— SUPPLIED INFORMATION —
##########
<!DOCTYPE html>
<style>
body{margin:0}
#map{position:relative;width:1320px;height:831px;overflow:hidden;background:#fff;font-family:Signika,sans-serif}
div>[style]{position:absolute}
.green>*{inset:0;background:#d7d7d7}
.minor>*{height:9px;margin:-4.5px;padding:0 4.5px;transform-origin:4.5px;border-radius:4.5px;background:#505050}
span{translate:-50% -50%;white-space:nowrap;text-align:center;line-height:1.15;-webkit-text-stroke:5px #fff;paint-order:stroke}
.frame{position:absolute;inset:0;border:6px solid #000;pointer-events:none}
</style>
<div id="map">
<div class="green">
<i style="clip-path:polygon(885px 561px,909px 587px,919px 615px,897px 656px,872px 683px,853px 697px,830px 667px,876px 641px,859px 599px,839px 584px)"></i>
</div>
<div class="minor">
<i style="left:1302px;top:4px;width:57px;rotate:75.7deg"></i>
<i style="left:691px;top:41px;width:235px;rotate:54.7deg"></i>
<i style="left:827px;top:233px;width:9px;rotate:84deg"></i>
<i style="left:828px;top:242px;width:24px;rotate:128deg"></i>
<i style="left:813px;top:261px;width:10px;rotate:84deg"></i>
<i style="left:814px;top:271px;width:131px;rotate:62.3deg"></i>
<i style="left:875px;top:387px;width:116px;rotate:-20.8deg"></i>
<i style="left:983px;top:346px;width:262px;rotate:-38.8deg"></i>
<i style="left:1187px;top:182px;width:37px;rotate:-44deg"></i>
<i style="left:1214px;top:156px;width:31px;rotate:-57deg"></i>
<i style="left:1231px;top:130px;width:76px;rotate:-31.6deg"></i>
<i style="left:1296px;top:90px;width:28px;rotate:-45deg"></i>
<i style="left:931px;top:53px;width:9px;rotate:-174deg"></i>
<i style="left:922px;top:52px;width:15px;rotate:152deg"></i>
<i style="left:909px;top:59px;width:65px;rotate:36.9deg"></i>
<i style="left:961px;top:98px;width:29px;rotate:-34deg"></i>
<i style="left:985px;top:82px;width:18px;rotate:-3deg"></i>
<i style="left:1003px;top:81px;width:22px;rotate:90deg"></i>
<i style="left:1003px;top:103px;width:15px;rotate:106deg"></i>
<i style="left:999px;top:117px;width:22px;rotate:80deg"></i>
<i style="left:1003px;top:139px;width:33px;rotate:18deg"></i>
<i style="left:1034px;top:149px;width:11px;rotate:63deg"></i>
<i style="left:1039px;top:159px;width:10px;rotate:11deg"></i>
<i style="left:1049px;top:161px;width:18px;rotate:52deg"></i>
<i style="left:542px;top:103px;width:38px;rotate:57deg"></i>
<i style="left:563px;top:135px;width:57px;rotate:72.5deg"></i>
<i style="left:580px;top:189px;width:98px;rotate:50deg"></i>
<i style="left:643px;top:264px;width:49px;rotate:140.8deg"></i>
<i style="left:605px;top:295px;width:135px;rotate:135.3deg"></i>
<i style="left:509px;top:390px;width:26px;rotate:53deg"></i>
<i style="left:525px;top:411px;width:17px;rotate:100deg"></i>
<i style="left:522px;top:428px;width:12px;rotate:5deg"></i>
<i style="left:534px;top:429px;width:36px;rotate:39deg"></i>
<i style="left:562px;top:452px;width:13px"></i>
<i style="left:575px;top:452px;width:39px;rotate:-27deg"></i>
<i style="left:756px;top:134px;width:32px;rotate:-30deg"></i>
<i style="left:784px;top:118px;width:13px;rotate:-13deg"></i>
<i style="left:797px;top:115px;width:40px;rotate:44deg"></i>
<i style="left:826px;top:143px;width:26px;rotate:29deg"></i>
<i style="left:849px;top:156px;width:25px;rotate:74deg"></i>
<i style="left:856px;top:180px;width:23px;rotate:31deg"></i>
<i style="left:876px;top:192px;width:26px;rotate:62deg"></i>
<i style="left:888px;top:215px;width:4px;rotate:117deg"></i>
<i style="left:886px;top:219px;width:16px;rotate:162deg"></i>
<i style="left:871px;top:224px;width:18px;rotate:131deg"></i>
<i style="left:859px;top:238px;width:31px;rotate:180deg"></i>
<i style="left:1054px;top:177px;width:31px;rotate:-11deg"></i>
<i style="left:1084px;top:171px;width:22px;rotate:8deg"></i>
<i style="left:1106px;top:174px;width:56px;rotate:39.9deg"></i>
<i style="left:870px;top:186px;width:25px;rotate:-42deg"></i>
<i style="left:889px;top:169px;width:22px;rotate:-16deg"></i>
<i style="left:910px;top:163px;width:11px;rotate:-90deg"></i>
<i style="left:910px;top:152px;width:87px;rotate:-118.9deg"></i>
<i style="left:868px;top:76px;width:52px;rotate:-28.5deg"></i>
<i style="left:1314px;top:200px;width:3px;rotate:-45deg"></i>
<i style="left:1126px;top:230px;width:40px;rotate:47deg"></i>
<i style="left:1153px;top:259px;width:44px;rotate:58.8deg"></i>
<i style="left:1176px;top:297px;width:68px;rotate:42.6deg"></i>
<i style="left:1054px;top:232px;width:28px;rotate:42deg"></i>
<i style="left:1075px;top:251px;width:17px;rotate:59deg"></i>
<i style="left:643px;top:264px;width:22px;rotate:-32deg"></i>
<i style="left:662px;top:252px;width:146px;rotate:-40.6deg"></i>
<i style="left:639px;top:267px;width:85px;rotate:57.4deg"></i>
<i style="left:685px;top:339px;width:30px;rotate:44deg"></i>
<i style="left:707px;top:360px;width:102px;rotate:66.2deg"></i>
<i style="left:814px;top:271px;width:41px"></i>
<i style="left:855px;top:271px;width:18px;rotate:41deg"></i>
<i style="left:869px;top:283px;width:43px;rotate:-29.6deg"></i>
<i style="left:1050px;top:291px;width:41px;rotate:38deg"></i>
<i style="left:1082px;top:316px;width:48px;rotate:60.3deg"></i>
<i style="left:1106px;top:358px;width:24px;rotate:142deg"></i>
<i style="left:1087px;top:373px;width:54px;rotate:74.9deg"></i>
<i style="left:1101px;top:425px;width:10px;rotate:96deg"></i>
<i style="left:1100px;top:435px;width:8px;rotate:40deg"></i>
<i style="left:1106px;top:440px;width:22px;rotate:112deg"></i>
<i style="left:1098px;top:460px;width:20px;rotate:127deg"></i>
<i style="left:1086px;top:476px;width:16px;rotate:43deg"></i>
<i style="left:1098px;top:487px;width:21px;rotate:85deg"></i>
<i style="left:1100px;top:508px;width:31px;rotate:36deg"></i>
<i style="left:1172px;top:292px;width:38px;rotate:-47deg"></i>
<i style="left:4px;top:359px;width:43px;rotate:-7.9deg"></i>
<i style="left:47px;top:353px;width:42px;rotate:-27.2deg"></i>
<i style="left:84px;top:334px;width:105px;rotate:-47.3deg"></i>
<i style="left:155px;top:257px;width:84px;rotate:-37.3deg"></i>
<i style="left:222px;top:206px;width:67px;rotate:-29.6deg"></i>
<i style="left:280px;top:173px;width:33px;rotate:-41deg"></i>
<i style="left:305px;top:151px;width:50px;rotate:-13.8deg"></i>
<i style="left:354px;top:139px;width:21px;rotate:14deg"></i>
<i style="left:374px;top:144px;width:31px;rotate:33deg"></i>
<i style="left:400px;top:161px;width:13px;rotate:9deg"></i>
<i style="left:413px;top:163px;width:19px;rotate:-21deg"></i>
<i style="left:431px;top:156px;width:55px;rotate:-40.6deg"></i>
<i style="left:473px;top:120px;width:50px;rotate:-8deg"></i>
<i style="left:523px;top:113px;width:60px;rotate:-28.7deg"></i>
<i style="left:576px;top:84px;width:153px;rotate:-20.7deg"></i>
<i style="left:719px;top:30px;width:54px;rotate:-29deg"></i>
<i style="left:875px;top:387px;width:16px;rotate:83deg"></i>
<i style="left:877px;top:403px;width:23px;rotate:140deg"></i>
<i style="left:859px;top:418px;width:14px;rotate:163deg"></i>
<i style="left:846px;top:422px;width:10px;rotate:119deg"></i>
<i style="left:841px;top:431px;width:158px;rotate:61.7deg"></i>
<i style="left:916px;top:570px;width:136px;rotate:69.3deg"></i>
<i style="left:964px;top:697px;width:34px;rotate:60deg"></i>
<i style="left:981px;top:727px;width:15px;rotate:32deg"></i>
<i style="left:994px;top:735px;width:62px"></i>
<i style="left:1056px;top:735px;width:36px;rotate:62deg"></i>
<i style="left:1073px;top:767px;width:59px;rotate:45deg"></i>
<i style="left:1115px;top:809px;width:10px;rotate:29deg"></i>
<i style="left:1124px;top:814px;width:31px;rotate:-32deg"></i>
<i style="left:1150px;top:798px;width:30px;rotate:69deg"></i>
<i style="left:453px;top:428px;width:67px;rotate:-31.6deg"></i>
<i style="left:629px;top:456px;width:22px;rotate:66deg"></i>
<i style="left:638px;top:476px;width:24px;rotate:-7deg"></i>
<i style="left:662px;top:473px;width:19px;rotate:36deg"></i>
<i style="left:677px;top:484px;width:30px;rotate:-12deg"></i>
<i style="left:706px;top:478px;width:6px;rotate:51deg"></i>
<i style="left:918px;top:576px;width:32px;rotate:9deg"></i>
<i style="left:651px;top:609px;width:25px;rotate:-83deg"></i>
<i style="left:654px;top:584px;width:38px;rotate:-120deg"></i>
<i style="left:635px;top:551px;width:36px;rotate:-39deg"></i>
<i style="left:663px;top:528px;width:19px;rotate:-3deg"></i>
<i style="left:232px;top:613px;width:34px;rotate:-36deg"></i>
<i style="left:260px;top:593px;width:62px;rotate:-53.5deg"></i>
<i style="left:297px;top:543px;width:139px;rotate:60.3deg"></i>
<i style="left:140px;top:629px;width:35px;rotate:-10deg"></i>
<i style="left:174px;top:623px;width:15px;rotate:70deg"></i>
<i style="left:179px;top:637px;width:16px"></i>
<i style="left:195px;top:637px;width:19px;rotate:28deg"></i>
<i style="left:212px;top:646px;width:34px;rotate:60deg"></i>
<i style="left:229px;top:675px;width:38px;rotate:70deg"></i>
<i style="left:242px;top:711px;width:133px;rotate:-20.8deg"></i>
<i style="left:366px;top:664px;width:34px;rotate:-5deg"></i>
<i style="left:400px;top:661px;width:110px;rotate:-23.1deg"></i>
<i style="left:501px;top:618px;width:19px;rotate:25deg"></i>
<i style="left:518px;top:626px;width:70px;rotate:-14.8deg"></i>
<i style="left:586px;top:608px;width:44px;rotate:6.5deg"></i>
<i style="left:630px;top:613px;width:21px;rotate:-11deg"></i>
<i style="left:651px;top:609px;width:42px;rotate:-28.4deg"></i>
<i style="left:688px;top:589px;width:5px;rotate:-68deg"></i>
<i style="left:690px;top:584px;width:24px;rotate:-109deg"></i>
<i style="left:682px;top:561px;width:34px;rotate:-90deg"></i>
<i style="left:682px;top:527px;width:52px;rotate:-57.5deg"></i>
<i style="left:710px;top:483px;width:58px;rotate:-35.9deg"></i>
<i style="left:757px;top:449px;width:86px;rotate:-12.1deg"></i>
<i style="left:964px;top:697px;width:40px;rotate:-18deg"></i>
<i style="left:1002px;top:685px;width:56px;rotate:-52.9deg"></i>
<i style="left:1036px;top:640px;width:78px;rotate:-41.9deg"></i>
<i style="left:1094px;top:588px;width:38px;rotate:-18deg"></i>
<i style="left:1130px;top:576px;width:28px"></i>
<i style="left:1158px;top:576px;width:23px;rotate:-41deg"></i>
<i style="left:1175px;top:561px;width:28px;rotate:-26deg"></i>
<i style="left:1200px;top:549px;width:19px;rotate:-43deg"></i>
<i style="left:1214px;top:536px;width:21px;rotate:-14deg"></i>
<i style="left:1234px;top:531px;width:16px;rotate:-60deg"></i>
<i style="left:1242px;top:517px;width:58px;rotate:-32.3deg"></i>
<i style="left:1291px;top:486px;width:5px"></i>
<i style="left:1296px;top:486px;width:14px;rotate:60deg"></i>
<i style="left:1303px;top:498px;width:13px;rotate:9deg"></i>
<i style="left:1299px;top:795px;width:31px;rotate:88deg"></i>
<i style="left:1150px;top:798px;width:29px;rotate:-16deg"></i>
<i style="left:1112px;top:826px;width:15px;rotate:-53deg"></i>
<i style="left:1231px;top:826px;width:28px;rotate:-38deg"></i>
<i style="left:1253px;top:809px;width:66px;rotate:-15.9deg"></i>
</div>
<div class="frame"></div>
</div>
##########
— REQUIREMENT —
Search the entries for the word "minor" and show every line that has it.

— WRITTEN SOLUTION —
.minor>*{height:9px;margin:-4.5px;padding:0 4.5px;transform-origin:4.5px;border-radius:4.5px;background:#505050}
<div class="minor">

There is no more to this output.